前言
业余时间在接触 python,从兴趣点着手是个不错的办法。而爬虫正是我感兴趣的一个方向。我根据 younghz 的 Scrapy 教程一步一步来,试着将 Logdown 的博文相关数据抓去下来,作为练手之用,这里做个记录。
工具:Scrapy
Logdown博文相关数据
这里暂时包括如下4个数据:
- 博文名称 article_name
- 博文网址 article_url
- 博文日期 article_time
- 博文标签 article_tags
Let's Go!
1. 创建project
scrapy startproject LogdownBlog
2. items.py的编写
# -*- coding: utf-8 -*-
# Define here the models for your scraped items
#
# See documentation in:
# http://doc.scrapy.org/en/latest/topics/items.html
import scrapy
class LogdownblogspiderItem(scrapy.Item):
# define the fields for your item here like:
# name = scrapy.Field()
article_name = scrapy.Field()
article_url = scrapy.Field()
article_time = scrapy.Field()
article_tags = scrapy.Field()
pass
3. pipelines.py的编写
# -*- coding: utf-8 -*-
# Define your item pipelines here
#
# Don't forget to add your pipeline to the ITEM_PIPELINES setting
# See: http://doc.scrapy.org/en/latest/topics/item-pipeline.html
import json
import codecs
class LogdownblogspiderPipeline(object):
def __init__(self):
self.file = codecs.open('LogdownBlogArticles.json', mode = 'w', encoding = 'utf-8')

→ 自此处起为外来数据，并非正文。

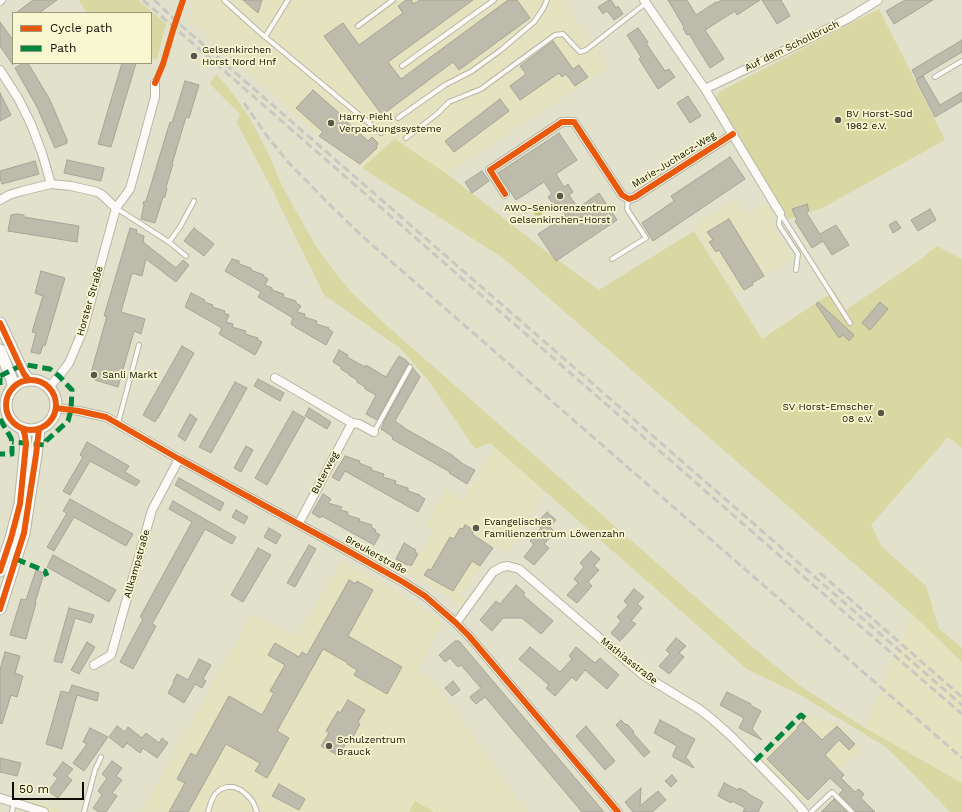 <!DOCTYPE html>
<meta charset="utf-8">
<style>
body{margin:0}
#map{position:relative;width:962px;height:812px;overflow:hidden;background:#e2e1cc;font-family:"Work Sans",sans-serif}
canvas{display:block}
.legend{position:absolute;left:12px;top:12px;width:140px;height:52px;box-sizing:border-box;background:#f8f7d0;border:1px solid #9a997e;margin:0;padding:5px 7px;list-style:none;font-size:12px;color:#0e0d03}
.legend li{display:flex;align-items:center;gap:8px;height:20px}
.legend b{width:20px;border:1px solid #9a997e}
.scale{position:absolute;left:12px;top:782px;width:72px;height:18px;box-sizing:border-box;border:2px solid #0e0d03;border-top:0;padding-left:5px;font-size:12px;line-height:14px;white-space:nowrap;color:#0e0d03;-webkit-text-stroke:3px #f8f7d0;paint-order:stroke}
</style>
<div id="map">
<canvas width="962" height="812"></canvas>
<ul class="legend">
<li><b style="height:5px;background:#e8590c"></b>Cycle path</li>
<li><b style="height:5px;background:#00873e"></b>Path</li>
</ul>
<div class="scale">50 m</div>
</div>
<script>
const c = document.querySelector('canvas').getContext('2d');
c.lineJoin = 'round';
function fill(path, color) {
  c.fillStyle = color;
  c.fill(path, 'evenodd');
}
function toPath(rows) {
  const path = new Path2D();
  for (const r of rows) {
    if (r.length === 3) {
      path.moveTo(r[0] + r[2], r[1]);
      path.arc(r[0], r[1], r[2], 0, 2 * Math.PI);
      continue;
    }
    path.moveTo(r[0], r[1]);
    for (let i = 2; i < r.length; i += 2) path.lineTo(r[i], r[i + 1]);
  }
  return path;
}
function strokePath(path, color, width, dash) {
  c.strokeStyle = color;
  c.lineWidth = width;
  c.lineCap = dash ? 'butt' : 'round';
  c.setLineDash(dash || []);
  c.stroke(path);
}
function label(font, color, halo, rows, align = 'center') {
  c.font = font + ' "Work Sans",sans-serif';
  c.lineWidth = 3.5;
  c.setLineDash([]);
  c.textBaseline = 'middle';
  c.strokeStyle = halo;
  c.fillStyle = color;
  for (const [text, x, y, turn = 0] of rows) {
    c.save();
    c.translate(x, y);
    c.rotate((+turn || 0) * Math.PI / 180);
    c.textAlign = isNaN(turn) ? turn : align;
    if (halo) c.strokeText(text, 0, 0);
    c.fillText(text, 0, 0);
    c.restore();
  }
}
fill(toPath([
 [194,0,562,0,608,68,447,174,396,139,362,168,317,135,189,19],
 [735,199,746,216,766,203,774,215,774,228,791,255,792,259,736,295,694,226],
 [494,446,544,490,508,554,496,544,460,595,467,600,462,605,458,606,449,596,408,573,433,531,425,525,446,487,463,502],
 [342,561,384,584,439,619,443,624,417,669,434,681,527,812,141,812,251,615,274,627,297,635],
 [912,614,962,662,962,783,865,728],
 [813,717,838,724,861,748,804,803,761,760,801,719],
 [23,796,67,812,18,812]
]), '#e4e2bf');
fill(toPath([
 [80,0,138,0,166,24,157,59,151,58,151,13,87,13,79,1],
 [879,9,945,140,822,208,788,219,716,99,719,92],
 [216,74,227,86,248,115,269,155,282,186,315,245,334,271,353,294,394,332,750,645,799,685,865,728,962,783,962,812,950,812,912,773,886,747,797,693,748,670,490,443,475,449,428,380,400,348,324,295,272,189,237,123,240,114,210,84],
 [395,139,447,174,543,249,599,290,694,231,762,339,834,291,846,310,921,259,937,246,962,259,962,448,948,437,871,525,882,547,926,586,939,629,962,648,962,662,912,614,503,258,362,168],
 [415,801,434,812,409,812]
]), '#d9d7a2');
fill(toPath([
 [538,210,5.5]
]), '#c7c274');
const building = toPath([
 [33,0,57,0,39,13,16,13,33,0],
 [243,0,262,0,258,13,243,0],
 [406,0,411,0,414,4,420,0,473,0,388,62,401,79,508,0,517,0,530,18,459,70,453,62,382,115,324,36,343,23,359,45,403,13,398,6,406,0],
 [609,0,611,0,616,8,618,6,623,14,614,20,607,11,603,14,598,7,609,0],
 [668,0,687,0,696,15,716,2,716,3,722,0,760,0,737,15,735,11,705,30,724,59,710,68,689,34,687,35,683,28,684,27,668,0],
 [762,0,781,0,790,16,777,24,762,0],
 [905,0,933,0,894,24,886,11,905,0],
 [0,22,13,40,13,65,0,46,0,22],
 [638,28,648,42,646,43,665,71,669,69,675,77,658,89,639,59,641,57,627,35,638,28],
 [962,40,962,52,917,79,912,70,962,40],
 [553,41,573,69,579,65,588,77,575,86,566,74,562,77,559,73,520,100,510,86,526,74,520,66,553,41],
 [23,63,28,63,50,100,67,140,67,143,55,148,37,107,15,68,23,63],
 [122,63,136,63,111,147,98,144,122,63],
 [923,76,940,105,962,92,962,101,935,117,916,80,923,76],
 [185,81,199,85,189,118,186,117,172,164,173,164,166,187,167,188,165,197,163,197,155,223,141,219,144,205,143,202,146,201,170,122,172,123,185,81],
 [313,90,339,113,338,114,368,141,372,137,378,143,376,147,377,148,360,164,319,136,323,132,296,108,313,90],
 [0,93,11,115,0,121,0,93],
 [688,96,701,116,690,123,677,103,688,96],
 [500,99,509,111,454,152,445,141,500,99],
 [559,133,577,160,556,174,564,187,568,184,573,192,569,195,578,208,599,193,617,220,556,261,538,234,566,216,558,203,554,205,548,197,552,194,544,182,516,200,498,173,559,133],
 [730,157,745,179,653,241,642,223,674,201,671,196,730,157],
 [67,160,104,168,101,181,64,173,67,160],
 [35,161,39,174,2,184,0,178,0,171,35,161],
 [482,171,489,181,472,193,465,182,482,171],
 [807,204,809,211,806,212,820,234,836,225,849,245,832,255,823,241,812,248,795,221,797,220,792,209,807,204],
 [930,209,936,220,918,231,911,220,930,209],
 [17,214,24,215,24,217,79,226,77,242,8,231,11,215,17,214],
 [729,219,764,276,752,283,753,285,744,290,719,250,716,252,709,242,713,240,707,232,729,219],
 [896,221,901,228,893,233,889,225,896,221],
 [130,228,137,230,136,233,144,236,143,242,176,268,183,260,189,265,176,282,146,259,142,276,132,273,121,312,145,319,141,334,134,331,118,387,95,380,91,373,107,316,104,316,130,228],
 [194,228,214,244,204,256,184,241,194,228],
 [232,259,239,261,239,264,251,268,251,270,264,275,263,276,268,279,265,285,272,288,272,290,284,294,283,297,296,301,296,303,301,306,297,312,305,314,304,317,317,321,316,324,329,328,328,329,333,332,326,345,295,327,296,327,291,324,293,318,258,297,261,292,225,271,232,259],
 [41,271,65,278,45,346,43,345,40,354,31,352,36,333,32,332,43,296,35,293,41,271],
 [191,293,205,300,204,302,213,305,212,307,225,311,224,313,229,315,226,322,233,324,232,327,246,331,245,334,258,338,257,339,262,342,255,355,219,334,222,328,185,307,191,293],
 [818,302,854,335,849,341,843,335,839,338,816,304,818,302],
 [880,302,888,309,870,330,862,323,880,302],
 [182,346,194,353,158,418,157,418,155,422,143,415,182,346],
 [339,350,348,355,347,357,365,367,366,365,386,377,399,356,406,360,409,364,407,365,377,420,366,414,376,395,365,389,365,387,357,382,357,380,349,375,349,374,341,369,341,367,333,362,339,350],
 [413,368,420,377,395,421,406,429,452,455,463,464,475,470,467,484,449,473,450,472,392,439,393,437,381,429,384,423,383,423,413,368],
 [258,379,284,393,280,401,254,386,258,379],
 [235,382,247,388,211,453,199,447,235,382],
 [309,408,331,422,327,429,305,416,309,408],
 [293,411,305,418,267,485,255,478,293,411],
 [190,414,197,419,185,441,178,436,190,414],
 [87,442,129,466,125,472,140,481,136,486,90,461,70,495,63,491,83,457,80,455,87,442],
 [246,446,253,450,241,472,234,468,246,446],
 [345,456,360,461,359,463,372,468,371,470,384,474,383,477,396,481,395,484,408,488,408,491,420,495,420,496,425,499,418,512,345,471,339,481,332,477,345,456],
 [179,478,224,503,220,511,175,485,179,478],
 [323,494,331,499,328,503,342,507,340,510,348,512,347,515,360,519,359,521,372,525,371,527,376,530,375,532,380,535,374,545,322,516,320,518,312,513,323,494],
 [70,499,133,534,126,546,74,517,54,551,47,547,67,513,63,511,70,499],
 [173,501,236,537,232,544,205,529,152,624,156,626,133,669,120,662,143,619,140,617,192,522,169,509,173,501],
 [236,510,248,517,244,524,232,517,236,510],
 [547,512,556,520,550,527,555,532,544,544,549,548,534,565,524,557,534,544,530,541,541,528,536,524,547,512],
 [465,525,474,530,472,534,493,548,480,566,472,561,453,591,424,575,428,569,431,570,450,537,454,539,460,528,463,529,465,525],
 [269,528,281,535,276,544,264,537,269,528],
 [404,543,416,550,415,552,418,554,411,566,408,564,407,565,396,559,404,543],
 [309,545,316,549,295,587,287,583,309,545],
 [258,548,271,555,243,602,231,595,258,548],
 [591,551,600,559,594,566,599,570,588,582,592,586,577,603,567,595,578,583,574,579,584,567,580,563,591,551],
 [53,555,116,590,109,602,47,567,53,555],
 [36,570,44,573,35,603,36,603,26,639,10,635,21,599,26,600,36,570],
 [349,580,356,584,357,581,373,590,348,636,402,667,387,694,354,675,357,670,347,664,348,663,323,649,277,731,289,738,267,778,255,771,260,763,226,744,188,812,169,812,185,783,177,779,191,753,196,756,229,696,262,715,274,693,270,691,285,665,268,655,275,643,299,657,302,652,307,655,349,580],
 [516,585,525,593,523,595,553,621,541,634,522,618,503,618,492,631,480,620,496,601,500,604,516,585],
 [634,589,644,597,637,604,642,608,631,621,636,624,620,641,611,633,621,621,617,617,628,605,624,601,634,589],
 [69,608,94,615,91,623,75,618,62,663,54,661,69,608],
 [676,638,686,646,679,653,684,657,669,674,659,666,670,654,666,650,676,638],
 [455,641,459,641,604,812,582,812,485,697,476,704,473,701,470,697,481,688,461,665,458,667,450,658,445,662,439,655,455,641],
 [87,642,95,647,79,674,71,670,87,642],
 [530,647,560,672,572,659,569,656,576,647,595,663,600,658,619,675,607,689,585,670,576,681,572,677,555,696,546,688,549,685,519,659,530,647],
 [5,652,20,656,15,673,23,676,17,697,11,695,2,724,0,723,0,670,5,652],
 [199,659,211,665,203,679,206,681,202,688,195,684,184,703,168,693,174,682,173,682,177,674,188,680,199,659],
 [453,681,460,690,452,696,445,688,453,681],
 [72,685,99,693,97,701,77,695,62,749,46,744,61,691,69,693,72,685],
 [727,692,751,704,750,705,761,711,752,729,762,740,739,728,744,718,720,705,727,692],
 [348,700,365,710,358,722,360,724,349,744,346,743,339,756,321,746,329,733,326,731,338,711,340,713,348,700],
 [621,720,626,725,627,724,634,732,633,733,650,752,644,757,616,725,621,720],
 [660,720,679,730,679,731,695,739,686,757,694,768,673,757,673,754,677,746,654,733,660,720],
 [803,721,822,740,837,726,855,744,849,750,839,740,825,755,844,775,841,778,855,792,859,789,864,794,861,798,875,812,855,812,854,810,839,794,843,790,830,778,808,800,767,759,798,728,797,727,803,721],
 [117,726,125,732,128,727,142,738,146,733,159,743,162,738,168,743,157,758,143,748,140,753,127,743,123,748,109,737,117,726],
 [586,726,615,761,605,770,576,736,586,726],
 [90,728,108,737,84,771,73,763,87,744,83,742,90,728],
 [0,758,21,763,17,776,0,772,0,758],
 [112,761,122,768,116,776,122,780,112,793,117,796,106,812,99,812,93,808,102,795,98,791,107,778,102,774,112,761],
 [63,762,73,769,67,776,72,780,58,798,48,791,58,778,53,775,63,762],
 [672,775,677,781,671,787,665,781,672,775],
 [724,783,738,790,739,788,747,792,747,793,763,802,758,812,743,812,745,808,732,801,731,803,718,796,724,783],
 [279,784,305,799,299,810,272,796,279,784],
 [641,788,640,806,658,791,666,800,652,812,633,812,625,802,641,788],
 [834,799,847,812,821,812,834,799]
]);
fill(building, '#bdbcac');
strokePath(building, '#a6a494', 1);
const lane = toPath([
 [224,0,257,30,381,133],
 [358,26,393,0],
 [265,37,288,0],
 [402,66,494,0],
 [935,77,962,61],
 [398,118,445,85,472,71,501,50,534,22,543,9,547,0],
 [406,138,437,114,449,102,481,89,555,35,563,34,580,52,586,50,646,3],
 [116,208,169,242,186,256],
 [780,213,850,323],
 [780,214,779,225,798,254,796,270],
 [169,242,180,227,194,201],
 [612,259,646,238,627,209,628,199],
 [118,423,139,345],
 [374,432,410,367],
 [12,812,14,803],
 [84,812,95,770,101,757],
 [208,812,211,802,215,794,221,789,227,787,234,787,241,790,248,796,253,802,257,812],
 [811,812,832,792,852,812]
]);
const street = toPath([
 [644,0,705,89,780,213],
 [0,1,1,0],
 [0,70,18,98,31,124,42,153,51,184],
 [705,89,800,43,847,19,878,0],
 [505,194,490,170,562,122,574,122,622,195,629,199,635,197,644,191,733,134],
 [0,200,9,195,22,191,51,184,71,186,97,192,101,194,116,208],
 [275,378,352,423,299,523],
 [49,387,59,376,69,363,83,330,116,208,130,189,155,97,155,83],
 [56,408,79,411,106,417,179,459,348,551,403,582,425,596,456,623,469,636,618,812],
 [352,423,359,424,374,432],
 [456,623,493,572,502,567,508,566,519,569,643,675,699,709,712,719,732,737,791,797,804,812],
 [94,665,111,655,152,510,179,459],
 [0,798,44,812]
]);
const secondary = toPath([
 [0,323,20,366,24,374,29,380],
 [0,350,12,380,13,387],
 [31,405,25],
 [0,571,11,538,20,504,26,444,25,436,23,429],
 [0,609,24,533,36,455,39,429]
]);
strokePath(lane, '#b7b6a5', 6);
strokePath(street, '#b7b6a5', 10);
strokePath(secondary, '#b7b6a5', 13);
strokePath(lane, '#fbfaf7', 4);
strokePath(street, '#fbfaf7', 8);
strokePath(secondary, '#fbfaf7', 11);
strokePath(toPath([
 [143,0,859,625,962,714],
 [154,0,184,28,962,705],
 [244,103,267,136,288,162,330,205,363,237,962,758],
 [820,573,962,697]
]), '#c8c8c3', 3, [8, 4]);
strokePath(toPath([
 [0,376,20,366,27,365,50,369,59,376,72,390,71,410,68,421,46,441,45,445,12,442],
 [0,378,0,385],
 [0,419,11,438,12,442,12,454,0,454],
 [16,559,45,571,47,576],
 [755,761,801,715,806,719,808,719]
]), '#00873e', 5, [10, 5]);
strokePath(toPath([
 [155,83,163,64,173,30,183,0],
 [505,194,490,170,562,122,574,122,622,195,629,199,635,197,644,191,733,134],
 [0,323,20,366,24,374,29,380],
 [31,405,25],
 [56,408,79,411,106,417,179,459,348,551,403,582,425,596,456,623,469,636,618,812],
 [0,571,11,538,20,504,26,444,25,436,23,429],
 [0,609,24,533,36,455,39,429]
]), '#e8590c', 6);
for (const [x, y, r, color] of [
 [194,56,4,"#585749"],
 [838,120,4,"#585749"],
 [331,123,4,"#585749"],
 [560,196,4,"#585749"],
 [94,375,4,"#585749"],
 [881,413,4,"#585749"],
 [476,528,4,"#585749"],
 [329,746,4,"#585749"]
]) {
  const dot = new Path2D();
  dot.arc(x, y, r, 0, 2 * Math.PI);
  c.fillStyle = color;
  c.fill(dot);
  strokePath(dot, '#f8f7d0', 1.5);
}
label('10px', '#0e0d03', '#f8f7d0', [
 ["Auf dem Schollbruch",792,46,-26],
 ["Marie-Juchacz-Weg",674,160,-32],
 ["Horster Straße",90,301,-74],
 ["Buterweg",325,473,-62],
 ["Breukerstraße",376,555,29],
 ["Allkampstraße",137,564,-74],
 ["Mathiasstraße",629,661,38]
]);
label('10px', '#0e0d03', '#f8f7d0', [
 ["Gelsenkirchen",202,50],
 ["Horst Nord Hnf",202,62],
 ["BV Horst-Süd",846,114],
 ["1962 e.V.",846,126],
 ["Harry Piehl",339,117],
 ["Verpackungssysteme",339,129],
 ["AWO-Seniorenzentrum",560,208,"center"],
 ["Gelsenkirchen-Horst",560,220,"center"],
 ["Sanli Markt",102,375],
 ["SV Horst-Emscher",873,407,"right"],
 ["08 e.V.",873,419,"right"],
 ["Evangelisches",484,522],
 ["Familienzentrum Löwenzahn",484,534],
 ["Schulzentrum",337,740],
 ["Brauck",337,752]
], 'left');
</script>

def process_item(self, item, spider):
line = json.dumps(dict(item)) + '\n'
self.file.write(line.decode('unicode_escape'))
return item
将item通过管道输出到文件LogdownBlogArticles.json
中,模式为w
,用json形式覆盖写入,编码为utf-8
编码。
4. settings.py的编写
BOT_NAME = 'LogdownBlog'
SPIDER_MODULES = ['LogdownBlog.spiders']
NEWSPIDER_MODULE = 'LogdownBlog.spiders'
COOKIES_ENABLED = False
ITEM_PIPELINES = {
'LogdownBlog.pipelines.LogdownblogspiderPipeline':300
}
5. LogdownSpider.py的编写-爬虫分析部分
在 spider 文件夹下新建一个名字为 LogdownSpider.py 的文件,这时目录层次如下:
+ LogdownBlog
| + LogdownBlog
| | + spiders
| | | - __init__.py
| | | - LogdownSpider.py
| | - __init__.py
| | - items.py
| | - pipelines.py
| | - settings.py
| - scrapy.cfg
# -*- coding: utf-8 -*-
from scrapy.spider import Spider
from scrapy.http import Request
from scrapy.selector import Selector
from LogdownBlog.items import LogdownblogspiderItem
class LogdownSpider(Spider):
'''LogdownSpider'''
name = 'LogdownSpider'
download_delay = 1
allowed_domains = ["childhood.logdown.com"]
first_blog_url = raw_input("请输入您的第一篇博客地址: ")
start_urls = [
first_blog_url
]
def parse(self, response):
sel = Selector(response)
item = LogdownblogspiderItem()
article_name = sel.xpath('//article[@class="post"]/h2/a/text()').extract()[0]
article_url = sel.xpath('//article[@class="post"]/h2/a/@href').extract()[0]
article_time = sel.xpath('//article[@class="post"]/div[@class="meta"]/div[@class="date"]/time/@datetime').extract()[0]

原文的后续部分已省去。